I have a stream data coming, and I am maintaining them by pushing them one by one into a heap (priority queue), the resulting heap looks like:

[(a,1), (b,2), (c, 7), (d, 2), ...]

Because I need to update the items (e.g., change (a,1) to (a, 2), or delete (c,7)) continously through out the time. To effciently find and remove an items in a heap, I want to construct a hash table with the location of every items in the heap stored in the hash table.

So that each time I want to update an item, I can use the hashtable to find it and make changes easily in the heap, simutinouly updating the position of every item in the hash table.

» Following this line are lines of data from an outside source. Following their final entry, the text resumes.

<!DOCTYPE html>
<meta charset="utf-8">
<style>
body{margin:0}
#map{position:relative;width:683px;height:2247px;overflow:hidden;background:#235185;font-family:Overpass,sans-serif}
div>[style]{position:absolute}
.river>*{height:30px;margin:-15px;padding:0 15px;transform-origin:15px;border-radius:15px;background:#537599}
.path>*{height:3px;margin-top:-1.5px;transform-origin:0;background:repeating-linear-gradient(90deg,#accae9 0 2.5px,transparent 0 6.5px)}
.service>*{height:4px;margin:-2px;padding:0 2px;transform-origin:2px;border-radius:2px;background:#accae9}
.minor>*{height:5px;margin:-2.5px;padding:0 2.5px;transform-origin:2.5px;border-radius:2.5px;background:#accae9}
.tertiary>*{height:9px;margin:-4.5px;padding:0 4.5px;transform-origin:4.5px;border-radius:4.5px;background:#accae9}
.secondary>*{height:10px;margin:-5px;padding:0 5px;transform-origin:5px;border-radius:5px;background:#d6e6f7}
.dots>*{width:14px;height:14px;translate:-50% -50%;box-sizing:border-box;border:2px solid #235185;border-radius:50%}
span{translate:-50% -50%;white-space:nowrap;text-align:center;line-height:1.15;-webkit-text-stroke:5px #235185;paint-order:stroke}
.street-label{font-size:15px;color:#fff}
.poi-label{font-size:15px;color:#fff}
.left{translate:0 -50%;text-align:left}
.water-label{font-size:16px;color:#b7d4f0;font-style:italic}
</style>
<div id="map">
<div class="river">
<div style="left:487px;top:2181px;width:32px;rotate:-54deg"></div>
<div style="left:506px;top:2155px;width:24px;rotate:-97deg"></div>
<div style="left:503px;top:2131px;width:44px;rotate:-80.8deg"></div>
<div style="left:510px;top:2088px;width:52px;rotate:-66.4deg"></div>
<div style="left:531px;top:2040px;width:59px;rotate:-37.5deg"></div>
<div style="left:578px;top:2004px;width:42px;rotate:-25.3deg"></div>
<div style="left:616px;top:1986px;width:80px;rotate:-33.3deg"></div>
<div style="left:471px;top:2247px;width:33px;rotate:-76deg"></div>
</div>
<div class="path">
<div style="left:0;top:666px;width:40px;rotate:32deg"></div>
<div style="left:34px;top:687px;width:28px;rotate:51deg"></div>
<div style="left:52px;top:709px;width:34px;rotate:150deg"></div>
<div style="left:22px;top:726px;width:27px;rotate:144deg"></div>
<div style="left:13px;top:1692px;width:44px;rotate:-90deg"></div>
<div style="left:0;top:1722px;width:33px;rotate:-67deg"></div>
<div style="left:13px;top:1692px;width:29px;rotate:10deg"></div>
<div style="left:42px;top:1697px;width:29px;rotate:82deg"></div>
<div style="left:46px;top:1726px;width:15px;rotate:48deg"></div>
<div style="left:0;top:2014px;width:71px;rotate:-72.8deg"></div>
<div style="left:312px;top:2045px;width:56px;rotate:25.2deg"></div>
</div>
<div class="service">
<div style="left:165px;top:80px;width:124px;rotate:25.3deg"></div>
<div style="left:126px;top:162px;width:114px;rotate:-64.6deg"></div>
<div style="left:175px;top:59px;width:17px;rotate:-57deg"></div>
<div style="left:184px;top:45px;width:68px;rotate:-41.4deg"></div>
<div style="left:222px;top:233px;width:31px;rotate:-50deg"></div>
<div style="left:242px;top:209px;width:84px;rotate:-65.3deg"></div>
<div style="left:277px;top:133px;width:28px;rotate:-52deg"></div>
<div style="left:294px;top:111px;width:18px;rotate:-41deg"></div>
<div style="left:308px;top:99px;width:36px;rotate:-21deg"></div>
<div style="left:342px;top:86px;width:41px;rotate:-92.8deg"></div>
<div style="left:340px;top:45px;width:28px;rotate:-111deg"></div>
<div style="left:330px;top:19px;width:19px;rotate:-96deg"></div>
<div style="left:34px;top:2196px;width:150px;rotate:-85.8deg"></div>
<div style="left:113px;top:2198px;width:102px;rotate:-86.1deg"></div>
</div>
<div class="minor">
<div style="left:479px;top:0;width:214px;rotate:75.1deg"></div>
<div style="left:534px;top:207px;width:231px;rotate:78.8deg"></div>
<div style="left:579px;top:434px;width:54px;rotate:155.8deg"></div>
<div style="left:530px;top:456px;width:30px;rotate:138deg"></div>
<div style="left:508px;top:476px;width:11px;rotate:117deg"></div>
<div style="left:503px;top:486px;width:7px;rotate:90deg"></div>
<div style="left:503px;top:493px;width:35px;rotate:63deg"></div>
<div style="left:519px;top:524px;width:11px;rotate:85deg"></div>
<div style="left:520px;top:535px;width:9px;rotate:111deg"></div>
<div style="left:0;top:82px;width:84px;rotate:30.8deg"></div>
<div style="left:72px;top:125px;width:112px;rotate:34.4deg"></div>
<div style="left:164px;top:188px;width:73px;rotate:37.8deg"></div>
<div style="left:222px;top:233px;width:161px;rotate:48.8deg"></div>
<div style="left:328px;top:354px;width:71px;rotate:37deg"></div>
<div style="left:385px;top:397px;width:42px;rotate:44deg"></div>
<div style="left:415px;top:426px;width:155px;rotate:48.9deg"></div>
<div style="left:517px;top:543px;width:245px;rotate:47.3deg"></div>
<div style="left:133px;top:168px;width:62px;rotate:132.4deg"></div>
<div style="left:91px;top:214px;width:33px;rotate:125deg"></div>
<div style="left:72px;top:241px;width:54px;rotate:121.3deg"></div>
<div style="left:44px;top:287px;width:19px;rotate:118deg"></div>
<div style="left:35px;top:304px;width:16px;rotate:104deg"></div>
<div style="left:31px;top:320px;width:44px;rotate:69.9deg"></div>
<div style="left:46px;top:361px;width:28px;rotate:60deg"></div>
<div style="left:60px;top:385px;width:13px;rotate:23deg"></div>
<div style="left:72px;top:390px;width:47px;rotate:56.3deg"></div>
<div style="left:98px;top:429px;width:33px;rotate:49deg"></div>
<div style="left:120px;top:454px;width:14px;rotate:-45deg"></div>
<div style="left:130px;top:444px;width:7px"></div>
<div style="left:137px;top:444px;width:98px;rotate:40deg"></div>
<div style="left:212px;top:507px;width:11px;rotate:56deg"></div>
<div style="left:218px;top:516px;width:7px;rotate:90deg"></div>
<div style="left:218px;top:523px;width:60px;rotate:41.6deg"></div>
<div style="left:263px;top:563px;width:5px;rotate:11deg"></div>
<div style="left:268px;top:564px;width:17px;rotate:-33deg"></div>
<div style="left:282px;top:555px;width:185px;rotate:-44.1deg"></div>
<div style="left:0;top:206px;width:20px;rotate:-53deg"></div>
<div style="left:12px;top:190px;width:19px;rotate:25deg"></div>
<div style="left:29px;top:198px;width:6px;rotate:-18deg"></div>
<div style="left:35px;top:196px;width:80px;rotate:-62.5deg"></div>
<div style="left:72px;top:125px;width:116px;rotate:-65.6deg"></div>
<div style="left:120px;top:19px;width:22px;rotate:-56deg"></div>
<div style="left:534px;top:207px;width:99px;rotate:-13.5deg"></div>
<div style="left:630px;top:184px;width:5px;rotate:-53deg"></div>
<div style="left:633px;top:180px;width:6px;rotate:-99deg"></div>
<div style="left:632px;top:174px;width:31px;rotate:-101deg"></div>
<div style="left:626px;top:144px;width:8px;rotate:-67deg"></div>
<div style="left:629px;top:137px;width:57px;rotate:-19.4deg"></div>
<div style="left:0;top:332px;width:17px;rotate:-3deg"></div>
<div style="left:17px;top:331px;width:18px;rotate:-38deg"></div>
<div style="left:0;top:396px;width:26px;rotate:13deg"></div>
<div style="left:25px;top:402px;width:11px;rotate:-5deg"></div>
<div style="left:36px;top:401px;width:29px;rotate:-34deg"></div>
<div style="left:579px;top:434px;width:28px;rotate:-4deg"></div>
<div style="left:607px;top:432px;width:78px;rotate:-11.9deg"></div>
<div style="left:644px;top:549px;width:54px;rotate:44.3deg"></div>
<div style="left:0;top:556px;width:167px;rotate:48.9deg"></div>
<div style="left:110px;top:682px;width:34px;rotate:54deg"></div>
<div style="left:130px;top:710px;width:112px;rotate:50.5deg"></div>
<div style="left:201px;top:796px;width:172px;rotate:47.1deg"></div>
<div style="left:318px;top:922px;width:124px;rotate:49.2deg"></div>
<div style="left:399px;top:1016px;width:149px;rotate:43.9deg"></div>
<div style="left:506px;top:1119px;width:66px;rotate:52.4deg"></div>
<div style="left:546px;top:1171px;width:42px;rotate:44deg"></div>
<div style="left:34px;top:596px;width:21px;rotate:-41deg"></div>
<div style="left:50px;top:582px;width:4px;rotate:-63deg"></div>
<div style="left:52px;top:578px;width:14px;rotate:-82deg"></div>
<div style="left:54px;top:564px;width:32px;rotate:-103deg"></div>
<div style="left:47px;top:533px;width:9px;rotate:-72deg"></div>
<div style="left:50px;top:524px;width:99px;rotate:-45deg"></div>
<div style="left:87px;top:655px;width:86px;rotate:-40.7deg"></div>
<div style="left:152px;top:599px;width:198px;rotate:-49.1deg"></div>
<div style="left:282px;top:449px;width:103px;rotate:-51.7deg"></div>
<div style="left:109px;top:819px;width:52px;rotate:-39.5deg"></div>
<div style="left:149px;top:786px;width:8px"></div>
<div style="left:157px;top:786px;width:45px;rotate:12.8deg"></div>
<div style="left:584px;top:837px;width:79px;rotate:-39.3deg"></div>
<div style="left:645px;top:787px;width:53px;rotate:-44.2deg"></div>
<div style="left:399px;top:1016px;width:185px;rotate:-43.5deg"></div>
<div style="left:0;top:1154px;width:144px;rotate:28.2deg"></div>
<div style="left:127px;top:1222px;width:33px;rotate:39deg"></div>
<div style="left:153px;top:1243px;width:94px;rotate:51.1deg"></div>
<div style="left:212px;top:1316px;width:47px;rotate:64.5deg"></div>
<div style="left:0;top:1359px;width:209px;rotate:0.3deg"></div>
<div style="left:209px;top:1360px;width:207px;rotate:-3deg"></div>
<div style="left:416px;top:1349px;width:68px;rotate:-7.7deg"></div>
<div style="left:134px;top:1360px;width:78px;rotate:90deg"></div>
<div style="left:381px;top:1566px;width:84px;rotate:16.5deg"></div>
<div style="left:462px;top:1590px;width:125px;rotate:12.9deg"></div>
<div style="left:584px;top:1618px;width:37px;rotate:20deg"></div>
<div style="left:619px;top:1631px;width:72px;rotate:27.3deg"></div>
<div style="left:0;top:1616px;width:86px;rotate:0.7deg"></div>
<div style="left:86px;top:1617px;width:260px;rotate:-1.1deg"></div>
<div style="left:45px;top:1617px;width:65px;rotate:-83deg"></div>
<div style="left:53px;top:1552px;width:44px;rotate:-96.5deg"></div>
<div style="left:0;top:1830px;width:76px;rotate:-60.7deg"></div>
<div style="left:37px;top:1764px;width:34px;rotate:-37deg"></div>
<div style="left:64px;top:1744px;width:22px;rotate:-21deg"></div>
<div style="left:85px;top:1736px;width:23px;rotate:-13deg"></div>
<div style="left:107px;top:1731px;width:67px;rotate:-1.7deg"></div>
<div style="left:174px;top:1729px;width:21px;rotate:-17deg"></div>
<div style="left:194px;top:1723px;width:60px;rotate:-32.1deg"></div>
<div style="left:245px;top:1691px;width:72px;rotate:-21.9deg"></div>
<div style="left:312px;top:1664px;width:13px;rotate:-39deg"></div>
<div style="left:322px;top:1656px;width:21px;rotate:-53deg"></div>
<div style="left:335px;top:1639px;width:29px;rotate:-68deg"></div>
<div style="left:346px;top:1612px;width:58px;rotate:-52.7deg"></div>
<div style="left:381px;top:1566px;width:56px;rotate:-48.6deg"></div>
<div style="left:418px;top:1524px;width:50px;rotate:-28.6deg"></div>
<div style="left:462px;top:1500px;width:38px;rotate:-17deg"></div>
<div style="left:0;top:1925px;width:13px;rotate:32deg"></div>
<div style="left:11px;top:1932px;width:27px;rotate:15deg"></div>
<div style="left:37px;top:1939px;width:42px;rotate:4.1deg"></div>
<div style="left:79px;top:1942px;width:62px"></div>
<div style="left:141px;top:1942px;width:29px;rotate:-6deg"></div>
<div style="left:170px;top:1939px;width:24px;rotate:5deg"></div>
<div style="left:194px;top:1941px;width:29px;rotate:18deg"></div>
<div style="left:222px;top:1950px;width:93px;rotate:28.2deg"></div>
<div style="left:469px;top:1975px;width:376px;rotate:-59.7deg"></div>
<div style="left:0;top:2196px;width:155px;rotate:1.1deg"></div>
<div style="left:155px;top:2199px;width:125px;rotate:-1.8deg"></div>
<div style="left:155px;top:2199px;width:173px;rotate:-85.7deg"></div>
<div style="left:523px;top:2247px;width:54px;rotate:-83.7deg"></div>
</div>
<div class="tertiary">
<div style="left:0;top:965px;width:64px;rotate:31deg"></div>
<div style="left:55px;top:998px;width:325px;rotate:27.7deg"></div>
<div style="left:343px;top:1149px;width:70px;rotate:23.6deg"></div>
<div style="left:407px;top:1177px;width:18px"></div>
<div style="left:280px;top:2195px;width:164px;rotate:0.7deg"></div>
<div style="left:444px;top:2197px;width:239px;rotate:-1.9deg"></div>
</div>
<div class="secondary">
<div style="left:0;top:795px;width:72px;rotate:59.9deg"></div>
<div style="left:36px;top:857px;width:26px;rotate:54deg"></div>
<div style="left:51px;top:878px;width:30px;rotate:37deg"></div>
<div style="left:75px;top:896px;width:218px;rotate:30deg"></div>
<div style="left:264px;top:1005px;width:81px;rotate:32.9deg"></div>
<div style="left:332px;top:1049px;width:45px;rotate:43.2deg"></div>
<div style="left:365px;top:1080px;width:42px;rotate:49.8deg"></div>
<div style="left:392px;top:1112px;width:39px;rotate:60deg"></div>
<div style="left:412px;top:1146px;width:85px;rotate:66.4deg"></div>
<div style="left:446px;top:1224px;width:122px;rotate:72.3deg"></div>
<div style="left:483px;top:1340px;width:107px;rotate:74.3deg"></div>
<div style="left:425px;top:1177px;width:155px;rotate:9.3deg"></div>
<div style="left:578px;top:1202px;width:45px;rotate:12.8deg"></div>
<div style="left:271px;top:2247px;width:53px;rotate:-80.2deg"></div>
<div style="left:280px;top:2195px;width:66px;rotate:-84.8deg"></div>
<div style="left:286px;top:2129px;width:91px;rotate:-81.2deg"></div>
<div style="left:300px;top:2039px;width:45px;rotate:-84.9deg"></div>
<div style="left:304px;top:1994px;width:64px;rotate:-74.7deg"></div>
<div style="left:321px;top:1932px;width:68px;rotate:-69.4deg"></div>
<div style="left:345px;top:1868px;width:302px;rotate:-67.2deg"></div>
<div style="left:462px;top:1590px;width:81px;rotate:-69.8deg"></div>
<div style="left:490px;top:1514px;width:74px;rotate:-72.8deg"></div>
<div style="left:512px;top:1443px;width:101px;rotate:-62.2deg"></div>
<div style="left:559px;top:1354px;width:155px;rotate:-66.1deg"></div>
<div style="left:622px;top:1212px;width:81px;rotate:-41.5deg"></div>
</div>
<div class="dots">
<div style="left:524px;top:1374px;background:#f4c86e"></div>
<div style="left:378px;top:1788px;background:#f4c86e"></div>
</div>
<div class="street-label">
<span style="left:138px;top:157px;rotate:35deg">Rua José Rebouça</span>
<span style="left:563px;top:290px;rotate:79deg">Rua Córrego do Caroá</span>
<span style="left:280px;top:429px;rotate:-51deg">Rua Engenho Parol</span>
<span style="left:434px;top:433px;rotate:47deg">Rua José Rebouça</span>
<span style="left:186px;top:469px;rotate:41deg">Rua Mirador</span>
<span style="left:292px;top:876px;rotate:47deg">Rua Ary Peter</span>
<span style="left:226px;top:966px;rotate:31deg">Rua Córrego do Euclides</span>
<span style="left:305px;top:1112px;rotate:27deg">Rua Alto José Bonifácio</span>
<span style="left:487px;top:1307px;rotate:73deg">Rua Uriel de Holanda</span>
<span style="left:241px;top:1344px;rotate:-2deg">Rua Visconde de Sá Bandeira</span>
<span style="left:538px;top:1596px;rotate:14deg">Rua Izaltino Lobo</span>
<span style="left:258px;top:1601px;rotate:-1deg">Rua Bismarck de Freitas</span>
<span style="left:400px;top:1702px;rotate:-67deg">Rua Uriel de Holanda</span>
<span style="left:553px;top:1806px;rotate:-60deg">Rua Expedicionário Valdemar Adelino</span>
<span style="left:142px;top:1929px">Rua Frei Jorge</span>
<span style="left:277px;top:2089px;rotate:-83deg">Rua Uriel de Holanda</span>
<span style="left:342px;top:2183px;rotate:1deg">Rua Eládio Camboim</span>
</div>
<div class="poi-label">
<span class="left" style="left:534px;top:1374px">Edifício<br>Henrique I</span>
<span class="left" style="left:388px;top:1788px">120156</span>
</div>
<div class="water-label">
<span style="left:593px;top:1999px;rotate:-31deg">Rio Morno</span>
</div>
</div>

The same question has been asked in this post: How to implement O(1) deletion on min-heap with hashtable with c++ code as following:

template<typename state, typename CmpKey, class dataStructure>
bool AStarOpenClosed<state, CmpKey, dataStructure>::HeapifyUp(unsigned int index)
{
        if (index == 0) return false;
        int parent = (index-1)/2;
        CmpKey compare;

        if (compare(elements[theHeap[parent]], elements[theHeap[index]]))
        {
                // Perform normal heap operations
                unsigned int tmp = theHeap[parent];
                theHeap[parent] = theHeap[index];
                theHeap[index] = tmp;
                // Update the element location in the hash table
                elements[theHeap[parent]].openLocation = parent;
                elements[theHeap[index]].openLocation = index;
                HeapifyUp(parent);
                return true;
        }
        return false;
}

I have little experience with c++, wondering if anyone can help me explain the idea or provide a python version code of such an implementation?

Answer 1

My understanding is that the first item in your pair serves as the key, and the second item as the data payload. Then I would propose an approach the other way around, somewhat similar to this answer, but simpler.

1. Let the hashtable be your primary data structure for data storage and the min-heap be an auxiliary data structure for maintaining the current smallest key in your data set.

2. Insert new item: add the data into both hashtable and min-heap.

3. Update the value for the given key: update the value in the hashtable only.

4. Delete the item with the given key: delete the entry with the given key from the hashtable only.

5. Access the smallest key: if the element at the top of the heap is not found in the hashtable, drop it; repeat, until the top key is present in the hashtable.